Although a great many of Brentner's works are known to be lost, a scattering of manuscript copies survive throughout the Czech lands and a large number of them are located in the Music Archive of the Bendiktinerstift in Gottweig, Austria. Still others have turned up, in modified versions, in Bolivia; no one knows how Brentner's music managed to travel to South America. Registries of lost collections belonging to provincial churches in Eastern Europe bear witness to Brentner's works that are no longer extant; however, the library at Tepla cathedral—the second largest historical library in Bohemia—may contain music by Brentner as yet undiscovered, as its store of music manuscripts remain uninvestigated.

Brentner's music fuses a simple and direct melodic component, reminiscent of contemporary Moravian practices, with a complex and highly ornamented instrumental accompaniment more typical of Bohemian musicians. Although Brentner has never been a famous name, his music has proved enduring—it was still being performed in Prague in the mid-nineteenth century, and they have never stopped playing it in Bolivia.

Compositions

  • Harmonica duodecatomeria ecclesiastica op. 1 (Prague 1716)
  • Offertoria solenniora op. 2 (Prague 1717)
  • Hymnodia divina op. 3 (Prague 1718)
  • Horae pomeridianae, Concertus cammerales 6, op. 4 (Praha 1720)
  • Laudes matutinae (lost)
  • Recordings

  • Concertos & Arias [op. 4 a selection from op. 1], Hana Blazikova – soprano, Collegium Marianum, Jana Semeradova, Prague 2009, Supraphon SU 3970-2, (Music from Eighteenth-Century Prague).
  • Vesperae cum ordinariis psalmis, [selection from] Hymnodia divina op. 3 (Music of baroque Bohemia). Ensemble Inegal, Prazsti barokni soliste (Gabriela Eibenova, Barbora Sojkova – sopranos, Lester Landenoye, Marta Fadljevicova – altos, Jaroslav Brezina, Hasan El Dunia – tenors, Tomas Kral, Jaromir Nosek – basses), Adam Viktora.
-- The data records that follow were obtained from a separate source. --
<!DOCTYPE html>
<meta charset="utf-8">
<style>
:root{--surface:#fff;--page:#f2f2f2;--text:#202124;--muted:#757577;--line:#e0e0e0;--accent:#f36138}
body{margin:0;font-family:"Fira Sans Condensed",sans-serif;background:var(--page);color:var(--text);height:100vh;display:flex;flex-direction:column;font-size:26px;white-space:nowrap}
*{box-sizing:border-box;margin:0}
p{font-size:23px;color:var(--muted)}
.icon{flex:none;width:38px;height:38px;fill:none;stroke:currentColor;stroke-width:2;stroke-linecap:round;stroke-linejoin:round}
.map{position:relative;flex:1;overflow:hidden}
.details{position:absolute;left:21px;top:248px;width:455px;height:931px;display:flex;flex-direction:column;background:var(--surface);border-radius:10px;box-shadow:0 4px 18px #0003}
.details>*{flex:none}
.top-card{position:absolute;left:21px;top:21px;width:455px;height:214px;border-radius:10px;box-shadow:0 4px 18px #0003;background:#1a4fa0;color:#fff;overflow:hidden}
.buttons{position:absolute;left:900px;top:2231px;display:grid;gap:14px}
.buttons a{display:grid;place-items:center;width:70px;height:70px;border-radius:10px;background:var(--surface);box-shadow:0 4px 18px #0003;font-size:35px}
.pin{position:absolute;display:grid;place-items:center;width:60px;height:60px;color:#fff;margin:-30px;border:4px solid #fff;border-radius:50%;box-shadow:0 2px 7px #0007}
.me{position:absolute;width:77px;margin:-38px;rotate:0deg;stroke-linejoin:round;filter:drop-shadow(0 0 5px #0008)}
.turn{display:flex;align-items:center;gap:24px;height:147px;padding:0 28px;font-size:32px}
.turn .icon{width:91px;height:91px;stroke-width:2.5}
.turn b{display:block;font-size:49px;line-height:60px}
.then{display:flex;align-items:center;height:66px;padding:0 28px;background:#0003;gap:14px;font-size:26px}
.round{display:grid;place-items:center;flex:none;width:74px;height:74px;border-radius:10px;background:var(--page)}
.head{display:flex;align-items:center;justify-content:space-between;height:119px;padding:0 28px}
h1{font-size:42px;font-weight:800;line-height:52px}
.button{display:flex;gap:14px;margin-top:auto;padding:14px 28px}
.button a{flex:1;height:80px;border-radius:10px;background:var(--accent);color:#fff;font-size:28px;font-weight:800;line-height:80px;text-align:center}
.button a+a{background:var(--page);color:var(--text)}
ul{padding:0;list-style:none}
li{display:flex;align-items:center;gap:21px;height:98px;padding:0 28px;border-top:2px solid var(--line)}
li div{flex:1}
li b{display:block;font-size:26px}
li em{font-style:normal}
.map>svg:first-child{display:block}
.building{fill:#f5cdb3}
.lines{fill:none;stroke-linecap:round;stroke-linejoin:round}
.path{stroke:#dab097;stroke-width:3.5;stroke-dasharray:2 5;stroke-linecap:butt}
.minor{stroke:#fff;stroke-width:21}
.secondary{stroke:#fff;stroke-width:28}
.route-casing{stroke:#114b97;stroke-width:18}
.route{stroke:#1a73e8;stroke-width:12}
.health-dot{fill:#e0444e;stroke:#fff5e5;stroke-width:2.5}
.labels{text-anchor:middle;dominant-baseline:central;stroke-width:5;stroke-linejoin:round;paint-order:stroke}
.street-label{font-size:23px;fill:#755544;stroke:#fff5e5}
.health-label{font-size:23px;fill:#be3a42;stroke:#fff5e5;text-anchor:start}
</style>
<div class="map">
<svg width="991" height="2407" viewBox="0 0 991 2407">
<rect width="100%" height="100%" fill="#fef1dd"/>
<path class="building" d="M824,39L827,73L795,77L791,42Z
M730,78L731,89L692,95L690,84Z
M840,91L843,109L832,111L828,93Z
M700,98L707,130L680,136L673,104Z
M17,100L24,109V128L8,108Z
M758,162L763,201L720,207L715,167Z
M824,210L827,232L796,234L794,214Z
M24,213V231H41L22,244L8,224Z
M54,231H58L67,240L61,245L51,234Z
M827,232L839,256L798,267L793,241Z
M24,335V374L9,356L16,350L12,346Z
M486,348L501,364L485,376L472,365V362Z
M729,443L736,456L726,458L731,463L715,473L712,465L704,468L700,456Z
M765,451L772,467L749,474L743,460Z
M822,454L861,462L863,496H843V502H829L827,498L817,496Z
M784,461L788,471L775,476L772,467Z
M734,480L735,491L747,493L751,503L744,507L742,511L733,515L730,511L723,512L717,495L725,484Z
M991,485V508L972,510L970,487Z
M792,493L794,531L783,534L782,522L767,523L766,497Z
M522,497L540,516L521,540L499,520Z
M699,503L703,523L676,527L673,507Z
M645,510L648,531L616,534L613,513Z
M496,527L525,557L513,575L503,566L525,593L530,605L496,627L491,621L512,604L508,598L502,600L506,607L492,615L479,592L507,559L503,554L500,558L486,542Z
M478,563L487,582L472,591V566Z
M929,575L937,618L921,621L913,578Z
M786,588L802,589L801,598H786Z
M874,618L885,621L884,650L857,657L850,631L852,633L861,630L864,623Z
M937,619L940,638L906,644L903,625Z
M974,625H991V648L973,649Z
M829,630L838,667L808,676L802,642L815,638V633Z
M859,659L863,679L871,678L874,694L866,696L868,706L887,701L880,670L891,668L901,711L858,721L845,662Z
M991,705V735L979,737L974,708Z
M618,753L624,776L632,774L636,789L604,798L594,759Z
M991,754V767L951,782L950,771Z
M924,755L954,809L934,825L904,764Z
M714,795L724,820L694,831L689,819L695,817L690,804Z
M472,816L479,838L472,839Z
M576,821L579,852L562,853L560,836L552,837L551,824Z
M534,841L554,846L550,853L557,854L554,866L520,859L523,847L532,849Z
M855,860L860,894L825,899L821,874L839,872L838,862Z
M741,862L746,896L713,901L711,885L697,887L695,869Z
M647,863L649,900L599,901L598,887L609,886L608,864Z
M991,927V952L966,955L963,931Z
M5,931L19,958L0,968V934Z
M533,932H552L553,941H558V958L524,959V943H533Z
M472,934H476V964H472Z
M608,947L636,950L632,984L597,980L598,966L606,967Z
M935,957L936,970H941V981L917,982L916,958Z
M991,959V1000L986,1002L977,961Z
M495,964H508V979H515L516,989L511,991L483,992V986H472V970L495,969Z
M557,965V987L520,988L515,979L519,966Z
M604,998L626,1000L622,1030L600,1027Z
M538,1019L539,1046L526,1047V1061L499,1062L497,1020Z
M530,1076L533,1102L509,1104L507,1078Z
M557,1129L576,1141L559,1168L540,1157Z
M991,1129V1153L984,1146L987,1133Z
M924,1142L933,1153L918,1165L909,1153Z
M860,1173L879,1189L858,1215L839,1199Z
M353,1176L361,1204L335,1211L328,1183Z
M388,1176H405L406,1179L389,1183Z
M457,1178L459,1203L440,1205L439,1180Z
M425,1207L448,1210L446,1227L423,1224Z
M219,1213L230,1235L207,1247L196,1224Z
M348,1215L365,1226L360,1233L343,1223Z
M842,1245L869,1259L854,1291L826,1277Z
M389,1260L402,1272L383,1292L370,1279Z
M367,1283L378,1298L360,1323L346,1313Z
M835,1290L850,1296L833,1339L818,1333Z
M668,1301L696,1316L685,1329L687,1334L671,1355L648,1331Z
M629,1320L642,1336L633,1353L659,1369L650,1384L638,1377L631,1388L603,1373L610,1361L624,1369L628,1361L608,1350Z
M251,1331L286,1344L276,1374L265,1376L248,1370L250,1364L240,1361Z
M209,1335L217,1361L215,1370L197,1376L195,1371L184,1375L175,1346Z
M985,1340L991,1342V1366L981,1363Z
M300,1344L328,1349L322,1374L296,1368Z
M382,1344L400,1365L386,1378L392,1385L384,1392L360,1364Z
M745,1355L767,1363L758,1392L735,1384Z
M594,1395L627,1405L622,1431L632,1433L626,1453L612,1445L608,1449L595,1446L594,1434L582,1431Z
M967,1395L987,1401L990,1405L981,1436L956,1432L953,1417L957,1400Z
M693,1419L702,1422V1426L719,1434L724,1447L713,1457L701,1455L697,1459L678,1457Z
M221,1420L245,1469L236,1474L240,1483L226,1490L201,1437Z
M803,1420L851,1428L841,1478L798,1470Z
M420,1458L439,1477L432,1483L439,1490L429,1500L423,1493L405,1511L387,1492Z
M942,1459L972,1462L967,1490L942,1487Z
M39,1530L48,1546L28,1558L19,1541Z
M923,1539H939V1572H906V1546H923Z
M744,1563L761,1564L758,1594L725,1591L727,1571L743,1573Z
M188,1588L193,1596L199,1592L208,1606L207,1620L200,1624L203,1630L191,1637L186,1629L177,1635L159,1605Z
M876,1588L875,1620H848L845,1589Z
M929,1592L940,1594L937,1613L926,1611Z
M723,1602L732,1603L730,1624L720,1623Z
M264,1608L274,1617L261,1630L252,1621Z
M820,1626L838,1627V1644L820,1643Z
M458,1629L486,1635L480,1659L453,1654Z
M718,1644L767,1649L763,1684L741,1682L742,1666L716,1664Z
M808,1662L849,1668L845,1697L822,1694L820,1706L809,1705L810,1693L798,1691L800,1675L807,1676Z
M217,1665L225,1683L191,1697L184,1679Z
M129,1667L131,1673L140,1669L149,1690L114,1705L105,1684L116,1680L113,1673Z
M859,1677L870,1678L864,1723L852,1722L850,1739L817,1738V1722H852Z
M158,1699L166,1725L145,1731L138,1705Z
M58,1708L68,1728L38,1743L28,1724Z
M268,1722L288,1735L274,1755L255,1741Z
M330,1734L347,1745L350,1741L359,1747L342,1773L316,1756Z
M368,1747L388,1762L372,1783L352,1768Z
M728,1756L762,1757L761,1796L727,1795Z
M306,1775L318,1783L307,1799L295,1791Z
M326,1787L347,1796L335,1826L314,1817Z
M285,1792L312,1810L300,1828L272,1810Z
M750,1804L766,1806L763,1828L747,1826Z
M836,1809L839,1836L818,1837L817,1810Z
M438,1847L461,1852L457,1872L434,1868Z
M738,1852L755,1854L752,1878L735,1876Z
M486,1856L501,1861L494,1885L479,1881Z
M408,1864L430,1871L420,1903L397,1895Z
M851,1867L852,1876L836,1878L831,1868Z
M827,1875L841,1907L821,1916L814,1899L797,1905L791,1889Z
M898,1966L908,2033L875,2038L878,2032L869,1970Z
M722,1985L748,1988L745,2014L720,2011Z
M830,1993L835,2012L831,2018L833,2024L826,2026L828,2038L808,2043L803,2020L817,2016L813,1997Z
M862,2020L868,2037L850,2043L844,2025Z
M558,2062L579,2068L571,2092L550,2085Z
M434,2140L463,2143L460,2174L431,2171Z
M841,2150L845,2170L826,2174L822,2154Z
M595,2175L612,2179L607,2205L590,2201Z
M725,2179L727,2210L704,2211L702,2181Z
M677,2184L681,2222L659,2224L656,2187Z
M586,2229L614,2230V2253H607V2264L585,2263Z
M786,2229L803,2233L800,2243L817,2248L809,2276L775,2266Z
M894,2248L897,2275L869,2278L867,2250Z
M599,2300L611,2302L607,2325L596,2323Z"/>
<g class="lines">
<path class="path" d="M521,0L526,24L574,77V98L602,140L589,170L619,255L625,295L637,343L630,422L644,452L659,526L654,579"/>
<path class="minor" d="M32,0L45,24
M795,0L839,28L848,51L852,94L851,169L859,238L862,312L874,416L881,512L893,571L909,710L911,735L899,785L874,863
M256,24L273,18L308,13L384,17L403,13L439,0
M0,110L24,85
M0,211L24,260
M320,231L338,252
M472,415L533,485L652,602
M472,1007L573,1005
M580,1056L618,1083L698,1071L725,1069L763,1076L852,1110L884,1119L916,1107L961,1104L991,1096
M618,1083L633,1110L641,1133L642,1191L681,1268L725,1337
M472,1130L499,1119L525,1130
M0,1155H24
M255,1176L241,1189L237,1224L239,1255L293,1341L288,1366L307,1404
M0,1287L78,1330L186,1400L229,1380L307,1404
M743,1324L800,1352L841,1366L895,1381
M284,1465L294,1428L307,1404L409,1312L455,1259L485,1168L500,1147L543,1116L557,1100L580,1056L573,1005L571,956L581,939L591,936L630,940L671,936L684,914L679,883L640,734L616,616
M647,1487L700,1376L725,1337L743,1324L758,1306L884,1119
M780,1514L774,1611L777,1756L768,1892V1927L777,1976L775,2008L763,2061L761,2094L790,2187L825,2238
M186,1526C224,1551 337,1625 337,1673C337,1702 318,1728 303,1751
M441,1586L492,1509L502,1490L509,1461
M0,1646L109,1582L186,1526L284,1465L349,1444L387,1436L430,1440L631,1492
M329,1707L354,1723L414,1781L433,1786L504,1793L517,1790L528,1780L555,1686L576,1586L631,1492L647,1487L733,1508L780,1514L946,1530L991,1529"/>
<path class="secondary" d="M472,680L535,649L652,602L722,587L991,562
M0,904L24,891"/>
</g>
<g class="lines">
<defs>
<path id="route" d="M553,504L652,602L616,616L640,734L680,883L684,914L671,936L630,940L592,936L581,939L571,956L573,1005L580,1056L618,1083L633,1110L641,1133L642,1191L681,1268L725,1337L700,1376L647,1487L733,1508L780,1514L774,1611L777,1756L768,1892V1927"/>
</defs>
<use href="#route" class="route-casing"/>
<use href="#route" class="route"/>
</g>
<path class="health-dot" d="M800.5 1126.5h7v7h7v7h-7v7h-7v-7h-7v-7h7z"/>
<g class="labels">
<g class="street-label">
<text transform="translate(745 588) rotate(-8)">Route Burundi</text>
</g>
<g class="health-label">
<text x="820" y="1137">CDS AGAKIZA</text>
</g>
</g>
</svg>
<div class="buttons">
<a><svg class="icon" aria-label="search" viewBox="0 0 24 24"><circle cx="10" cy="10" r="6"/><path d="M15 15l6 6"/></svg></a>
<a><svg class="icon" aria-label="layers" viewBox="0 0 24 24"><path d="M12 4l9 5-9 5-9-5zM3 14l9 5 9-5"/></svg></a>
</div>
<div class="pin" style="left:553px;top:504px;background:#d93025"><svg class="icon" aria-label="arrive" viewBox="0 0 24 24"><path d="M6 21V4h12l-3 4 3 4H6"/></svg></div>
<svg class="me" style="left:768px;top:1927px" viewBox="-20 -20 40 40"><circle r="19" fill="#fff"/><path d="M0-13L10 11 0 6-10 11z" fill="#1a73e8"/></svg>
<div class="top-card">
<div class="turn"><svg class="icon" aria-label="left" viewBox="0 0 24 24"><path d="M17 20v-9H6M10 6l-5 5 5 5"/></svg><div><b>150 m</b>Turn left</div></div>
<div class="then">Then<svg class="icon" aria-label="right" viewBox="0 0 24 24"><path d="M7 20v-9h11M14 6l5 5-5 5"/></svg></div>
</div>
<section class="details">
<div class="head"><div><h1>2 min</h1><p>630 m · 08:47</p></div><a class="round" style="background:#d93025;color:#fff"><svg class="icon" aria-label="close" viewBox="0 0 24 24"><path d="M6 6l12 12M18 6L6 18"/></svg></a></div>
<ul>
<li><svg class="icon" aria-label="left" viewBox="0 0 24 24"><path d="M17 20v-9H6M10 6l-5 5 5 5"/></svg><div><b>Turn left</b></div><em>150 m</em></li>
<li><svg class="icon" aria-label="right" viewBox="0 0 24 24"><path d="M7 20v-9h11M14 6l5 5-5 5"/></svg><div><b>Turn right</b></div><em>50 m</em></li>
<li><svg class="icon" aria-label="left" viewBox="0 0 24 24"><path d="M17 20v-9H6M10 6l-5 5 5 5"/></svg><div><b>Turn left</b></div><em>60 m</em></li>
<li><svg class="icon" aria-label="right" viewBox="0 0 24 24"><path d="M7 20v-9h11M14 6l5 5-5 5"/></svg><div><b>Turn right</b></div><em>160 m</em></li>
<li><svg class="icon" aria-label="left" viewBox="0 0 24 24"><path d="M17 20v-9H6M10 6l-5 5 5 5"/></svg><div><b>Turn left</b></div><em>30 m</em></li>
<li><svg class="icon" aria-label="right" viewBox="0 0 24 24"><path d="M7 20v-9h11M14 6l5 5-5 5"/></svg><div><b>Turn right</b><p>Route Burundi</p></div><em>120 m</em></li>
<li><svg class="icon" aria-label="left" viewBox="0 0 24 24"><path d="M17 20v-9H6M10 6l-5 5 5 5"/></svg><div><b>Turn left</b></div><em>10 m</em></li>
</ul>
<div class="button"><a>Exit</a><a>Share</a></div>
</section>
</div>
Praha 2008, Nibiru 0148-2211.
  • [selection from Motetti pro defunctis, Offertoria solenniora op. 2 and Harmonica duodecatometria ecclesiastica op. 1], Ensemble Inegal (Gabriela Eibenova – soprano, Jaroslav Brezina – tenor, Mathias Gerchen – bas, Hasan El Dunia, Martin Prokes, Marian Krejcik, Helena Zemanova), Adam Viktora, Praha 2003, Nibiru 0144-2211.
  • Music from the Missions and La Plata (Bolivian baroque Vol. 2), Florilegium and Arkaendar Bolivia Choir, Channel classics, 2006. Contains Brentner’s Gloria et honore from op. 2.
  • San Ignacio. L’opera perdu des missions jesuites de l’Amazonie, anciennes reductions de Chiquitos et Moxos, Bolivie (Musique Baroque a la Royale Audience de Chacras 2), Gabriel Garrido, L’Ensemble Elyma, K617, 1996. Contains Brentner’s Cantemus Domino from op. 2.